The cold and the wind of winter require us to be strong, and they also encourage us to watch out for others. In his debut as a director, British actor Alan Rickman has adapted Sharman Macdonald's play The Winter Guest for the screen. It is a quiet, quirky, and luminous film about one day in the lives of four sets of characters in a Scottish seaside town. Nothing much happens except the miracle of human nurturing as one soul looks after another in the name of love or friendship.
Elspeth (Phyllida Law) arrives to spend some time with her grieving daughter Frances (Emma Thompson), a photographer whose husband has died. While these two take a walk and wrestle with past misunderstandings, Frances's teenage son Alex (Gary Hollywood) is seduced by Nita (Arlene Cockburn), a sexually precocious neighbor. However, just like his mother he's haunted by his father's presence in the house.

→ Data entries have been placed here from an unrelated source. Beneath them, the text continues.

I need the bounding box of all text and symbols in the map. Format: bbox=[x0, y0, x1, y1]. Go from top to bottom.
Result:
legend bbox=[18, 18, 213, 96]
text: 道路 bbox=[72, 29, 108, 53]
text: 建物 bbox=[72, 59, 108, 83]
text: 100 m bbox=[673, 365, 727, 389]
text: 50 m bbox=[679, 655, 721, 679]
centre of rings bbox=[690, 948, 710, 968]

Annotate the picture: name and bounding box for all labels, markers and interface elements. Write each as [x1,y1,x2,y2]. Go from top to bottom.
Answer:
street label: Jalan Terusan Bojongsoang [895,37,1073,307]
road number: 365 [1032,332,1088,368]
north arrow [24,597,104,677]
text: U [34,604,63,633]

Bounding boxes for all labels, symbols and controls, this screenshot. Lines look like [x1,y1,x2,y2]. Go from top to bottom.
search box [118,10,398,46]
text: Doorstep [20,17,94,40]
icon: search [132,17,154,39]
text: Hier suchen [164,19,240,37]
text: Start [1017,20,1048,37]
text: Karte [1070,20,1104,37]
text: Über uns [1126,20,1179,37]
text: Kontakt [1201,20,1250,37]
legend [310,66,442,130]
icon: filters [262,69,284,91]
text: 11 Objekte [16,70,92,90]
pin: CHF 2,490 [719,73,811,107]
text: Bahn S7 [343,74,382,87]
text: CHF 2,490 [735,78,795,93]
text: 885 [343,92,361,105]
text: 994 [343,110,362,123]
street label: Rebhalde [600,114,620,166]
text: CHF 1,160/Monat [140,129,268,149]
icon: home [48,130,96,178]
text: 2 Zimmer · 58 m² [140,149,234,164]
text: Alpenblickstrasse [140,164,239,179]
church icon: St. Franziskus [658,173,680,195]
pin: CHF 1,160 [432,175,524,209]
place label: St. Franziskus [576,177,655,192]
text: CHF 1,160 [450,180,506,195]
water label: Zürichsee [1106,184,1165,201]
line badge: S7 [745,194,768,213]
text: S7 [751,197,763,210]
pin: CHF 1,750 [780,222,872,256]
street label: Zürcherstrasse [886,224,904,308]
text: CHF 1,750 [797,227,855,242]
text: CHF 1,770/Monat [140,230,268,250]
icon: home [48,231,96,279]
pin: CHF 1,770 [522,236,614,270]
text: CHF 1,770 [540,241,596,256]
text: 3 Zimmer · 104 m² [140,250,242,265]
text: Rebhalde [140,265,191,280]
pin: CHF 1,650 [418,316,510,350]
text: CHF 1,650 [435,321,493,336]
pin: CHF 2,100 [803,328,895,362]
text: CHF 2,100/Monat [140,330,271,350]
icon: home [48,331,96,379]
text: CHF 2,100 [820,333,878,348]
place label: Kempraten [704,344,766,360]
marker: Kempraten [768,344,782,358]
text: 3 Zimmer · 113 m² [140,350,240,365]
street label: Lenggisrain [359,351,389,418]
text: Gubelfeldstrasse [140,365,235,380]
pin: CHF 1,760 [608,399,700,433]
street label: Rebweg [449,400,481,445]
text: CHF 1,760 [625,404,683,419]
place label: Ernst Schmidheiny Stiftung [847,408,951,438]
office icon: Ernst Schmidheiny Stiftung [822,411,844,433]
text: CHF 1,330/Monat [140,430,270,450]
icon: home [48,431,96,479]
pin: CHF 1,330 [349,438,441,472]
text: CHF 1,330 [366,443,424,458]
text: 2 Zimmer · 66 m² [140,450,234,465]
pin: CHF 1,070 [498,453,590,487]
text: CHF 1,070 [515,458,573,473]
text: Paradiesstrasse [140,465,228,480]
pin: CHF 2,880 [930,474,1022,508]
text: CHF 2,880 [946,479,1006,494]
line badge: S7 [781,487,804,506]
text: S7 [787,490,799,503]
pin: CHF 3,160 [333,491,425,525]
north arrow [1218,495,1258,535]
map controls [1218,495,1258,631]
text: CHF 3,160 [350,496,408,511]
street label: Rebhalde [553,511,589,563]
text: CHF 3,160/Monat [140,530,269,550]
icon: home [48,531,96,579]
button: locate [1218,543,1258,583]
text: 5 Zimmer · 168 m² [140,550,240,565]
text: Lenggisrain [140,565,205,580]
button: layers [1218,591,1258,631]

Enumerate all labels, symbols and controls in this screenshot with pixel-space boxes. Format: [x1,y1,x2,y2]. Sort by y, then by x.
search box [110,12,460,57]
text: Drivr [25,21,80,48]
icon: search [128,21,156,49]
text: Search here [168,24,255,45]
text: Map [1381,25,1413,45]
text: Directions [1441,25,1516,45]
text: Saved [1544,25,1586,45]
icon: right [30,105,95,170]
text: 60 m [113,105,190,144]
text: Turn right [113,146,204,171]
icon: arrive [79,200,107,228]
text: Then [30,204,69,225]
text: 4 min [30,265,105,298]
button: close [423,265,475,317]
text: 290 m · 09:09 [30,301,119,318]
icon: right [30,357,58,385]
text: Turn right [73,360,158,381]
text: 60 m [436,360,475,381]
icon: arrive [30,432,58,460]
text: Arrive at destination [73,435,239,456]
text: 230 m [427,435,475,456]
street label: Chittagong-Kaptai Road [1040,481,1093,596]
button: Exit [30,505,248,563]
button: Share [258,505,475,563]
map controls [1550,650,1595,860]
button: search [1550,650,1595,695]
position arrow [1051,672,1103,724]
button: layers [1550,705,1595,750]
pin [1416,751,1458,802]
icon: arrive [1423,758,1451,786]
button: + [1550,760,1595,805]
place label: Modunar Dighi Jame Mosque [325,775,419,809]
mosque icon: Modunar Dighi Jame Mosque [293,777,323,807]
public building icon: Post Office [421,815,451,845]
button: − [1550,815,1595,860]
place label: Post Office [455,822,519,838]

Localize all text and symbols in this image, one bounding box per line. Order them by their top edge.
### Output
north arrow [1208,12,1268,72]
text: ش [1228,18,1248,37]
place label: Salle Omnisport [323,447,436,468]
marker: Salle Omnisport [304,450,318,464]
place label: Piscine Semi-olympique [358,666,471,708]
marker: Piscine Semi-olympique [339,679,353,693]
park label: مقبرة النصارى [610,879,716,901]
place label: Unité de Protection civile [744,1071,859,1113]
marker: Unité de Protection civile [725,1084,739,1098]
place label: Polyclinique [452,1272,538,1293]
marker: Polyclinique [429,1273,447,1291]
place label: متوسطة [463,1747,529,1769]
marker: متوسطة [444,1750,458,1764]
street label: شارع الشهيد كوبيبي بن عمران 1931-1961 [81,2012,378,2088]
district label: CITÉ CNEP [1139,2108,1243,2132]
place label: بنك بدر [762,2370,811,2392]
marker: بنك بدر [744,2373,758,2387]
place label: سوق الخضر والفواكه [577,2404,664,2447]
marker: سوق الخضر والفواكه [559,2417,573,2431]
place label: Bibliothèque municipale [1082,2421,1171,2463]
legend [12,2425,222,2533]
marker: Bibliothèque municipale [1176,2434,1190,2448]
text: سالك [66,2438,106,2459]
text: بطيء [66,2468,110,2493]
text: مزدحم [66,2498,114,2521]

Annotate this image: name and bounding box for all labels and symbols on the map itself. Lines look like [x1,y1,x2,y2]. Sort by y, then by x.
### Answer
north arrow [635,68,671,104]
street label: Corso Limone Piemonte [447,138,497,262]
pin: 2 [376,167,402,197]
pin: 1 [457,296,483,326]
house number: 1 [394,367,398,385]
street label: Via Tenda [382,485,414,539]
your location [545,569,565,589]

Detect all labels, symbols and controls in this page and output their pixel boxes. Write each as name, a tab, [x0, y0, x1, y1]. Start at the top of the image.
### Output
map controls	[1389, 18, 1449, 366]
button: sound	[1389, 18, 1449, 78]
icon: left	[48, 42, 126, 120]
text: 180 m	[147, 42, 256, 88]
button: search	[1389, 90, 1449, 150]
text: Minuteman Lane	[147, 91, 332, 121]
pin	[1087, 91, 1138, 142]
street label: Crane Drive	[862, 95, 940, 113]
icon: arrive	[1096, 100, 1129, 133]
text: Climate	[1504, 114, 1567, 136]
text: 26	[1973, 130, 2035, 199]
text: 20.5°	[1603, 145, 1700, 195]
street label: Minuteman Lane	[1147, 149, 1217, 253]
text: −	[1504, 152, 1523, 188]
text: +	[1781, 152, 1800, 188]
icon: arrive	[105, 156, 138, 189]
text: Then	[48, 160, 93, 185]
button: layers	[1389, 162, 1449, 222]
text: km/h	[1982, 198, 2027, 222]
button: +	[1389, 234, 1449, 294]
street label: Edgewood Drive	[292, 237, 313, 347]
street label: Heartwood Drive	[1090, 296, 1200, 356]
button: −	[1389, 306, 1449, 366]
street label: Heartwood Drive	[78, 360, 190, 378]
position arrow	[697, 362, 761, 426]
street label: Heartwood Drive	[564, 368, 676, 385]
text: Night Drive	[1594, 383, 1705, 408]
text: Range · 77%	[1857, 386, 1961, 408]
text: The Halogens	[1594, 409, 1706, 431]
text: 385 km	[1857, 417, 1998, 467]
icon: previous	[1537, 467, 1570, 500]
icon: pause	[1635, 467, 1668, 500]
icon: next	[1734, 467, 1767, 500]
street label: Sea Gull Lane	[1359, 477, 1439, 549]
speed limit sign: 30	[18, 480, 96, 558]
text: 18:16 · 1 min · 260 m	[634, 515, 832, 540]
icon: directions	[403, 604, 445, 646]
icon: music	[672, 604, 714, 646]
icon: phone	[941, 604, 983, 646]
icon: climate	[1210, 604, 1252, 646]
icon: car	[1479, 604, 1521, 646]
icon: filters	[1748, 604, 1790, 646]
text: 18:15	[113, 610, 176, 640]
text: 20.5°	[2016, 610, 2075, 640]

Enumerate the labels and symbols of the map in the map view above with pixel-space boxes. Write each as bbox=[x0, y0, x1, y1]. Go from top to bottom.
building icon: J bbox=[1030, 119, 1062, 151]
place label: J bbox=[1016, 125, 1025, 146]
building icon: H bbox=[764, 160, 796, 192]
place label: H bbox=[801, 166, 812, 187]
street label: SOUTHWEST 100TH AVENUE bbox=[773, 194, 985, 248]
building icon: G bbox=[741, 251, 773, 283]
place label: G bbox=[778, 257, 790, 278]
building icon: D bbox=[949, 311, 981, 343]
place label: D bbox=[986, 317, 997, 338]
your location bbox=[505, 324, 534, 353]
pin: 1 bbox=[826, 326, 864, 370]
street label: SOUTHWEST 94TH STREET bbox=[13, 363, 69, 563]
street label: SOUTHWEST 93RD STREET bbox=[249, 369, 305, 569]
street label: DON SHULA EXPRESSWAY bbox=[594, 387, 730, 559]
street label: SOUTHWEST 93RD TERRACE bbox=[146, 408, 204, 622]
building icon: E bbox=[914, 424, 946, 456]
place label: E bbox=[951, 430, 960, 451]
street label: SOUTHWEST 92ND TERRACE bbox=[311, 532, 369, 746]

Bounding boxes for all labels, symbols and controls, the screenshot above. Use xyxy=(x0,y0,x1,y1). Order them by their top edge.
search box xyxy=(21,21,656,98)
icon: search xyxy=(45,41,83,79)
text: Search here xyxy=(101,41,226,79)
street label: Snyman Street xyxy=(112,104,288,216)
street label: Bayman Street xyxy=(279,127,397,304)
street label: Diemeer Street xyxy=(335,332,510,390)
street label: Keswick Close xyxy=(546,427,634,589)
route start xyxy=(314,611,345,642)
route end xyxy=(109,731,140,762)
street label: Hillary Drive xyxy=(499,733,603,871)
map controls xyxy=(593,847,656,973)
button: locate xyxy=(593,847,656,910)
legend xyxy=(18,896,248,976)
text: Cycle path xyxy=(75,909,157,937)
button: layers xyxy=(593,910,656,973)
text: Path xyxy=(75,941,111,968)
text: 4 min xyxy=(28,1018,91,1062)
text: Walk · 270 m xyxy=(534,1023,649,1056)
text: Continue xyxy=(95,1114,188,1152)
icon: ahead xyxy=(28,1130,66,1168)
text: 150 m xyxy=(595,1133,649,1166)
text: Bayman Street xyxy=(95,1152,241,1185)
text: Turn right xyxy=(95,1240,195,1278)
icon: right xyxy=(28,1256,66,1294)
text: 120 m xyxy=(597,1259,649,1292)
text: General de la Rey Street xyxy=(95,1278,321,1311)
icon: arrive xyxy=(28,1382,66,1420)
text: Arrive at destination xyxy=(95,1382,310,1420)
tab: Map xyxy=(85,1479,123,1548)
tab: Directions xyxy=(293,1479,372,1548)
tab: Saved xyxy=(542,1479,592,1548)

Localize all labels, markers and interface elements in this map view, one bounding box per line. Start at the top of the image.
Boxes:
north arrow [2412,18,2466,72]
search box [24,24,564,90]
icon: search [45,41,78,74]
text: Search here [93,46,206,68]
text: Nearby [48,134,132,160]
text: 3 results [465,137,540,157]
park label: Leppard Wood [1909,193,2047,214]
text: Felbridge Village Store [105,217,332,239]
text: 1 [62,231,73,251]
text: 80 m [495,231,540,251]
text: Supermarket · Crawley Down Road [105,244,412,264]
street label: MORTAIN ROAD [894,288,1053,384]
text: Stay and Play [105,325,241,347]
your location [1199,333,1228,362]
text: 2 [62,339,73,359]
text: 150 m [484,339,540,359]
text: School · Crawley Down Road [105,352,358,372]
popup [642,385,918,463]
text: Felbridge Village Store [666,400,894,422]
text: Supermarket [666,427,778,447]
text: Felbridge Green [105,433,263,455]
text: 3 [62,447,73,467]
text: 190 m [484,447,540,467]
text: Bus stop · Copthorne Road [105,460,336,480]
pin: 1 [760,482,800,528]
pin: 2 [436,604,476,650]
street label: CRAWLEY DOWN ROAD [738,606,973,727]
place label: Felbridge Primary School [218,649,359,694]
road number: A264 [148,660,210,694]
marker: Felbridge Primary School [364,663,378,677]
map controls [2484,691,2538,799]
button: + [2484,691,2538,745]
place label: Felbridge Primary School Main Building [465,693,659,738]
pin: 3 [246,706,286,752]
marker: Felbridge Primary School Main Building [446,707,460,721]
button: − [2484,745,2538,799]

While Chloe (Sandra Voe) and Lily (Sheila Reid), two elderly women, attend a funeral and share a pastry with each other in a restaurant, two young boys (Sean Biggerstaff and Douglas Murphy) rescue two abandoned kittens during their holiday from school. In the simple pleasures of a warm fire, holding on to another's arm for support, a photograph at just the right moment, and the gentle art of foot washing, these characters care for one another. The Winter Guest is a warm and winning film about the blessings of human connections.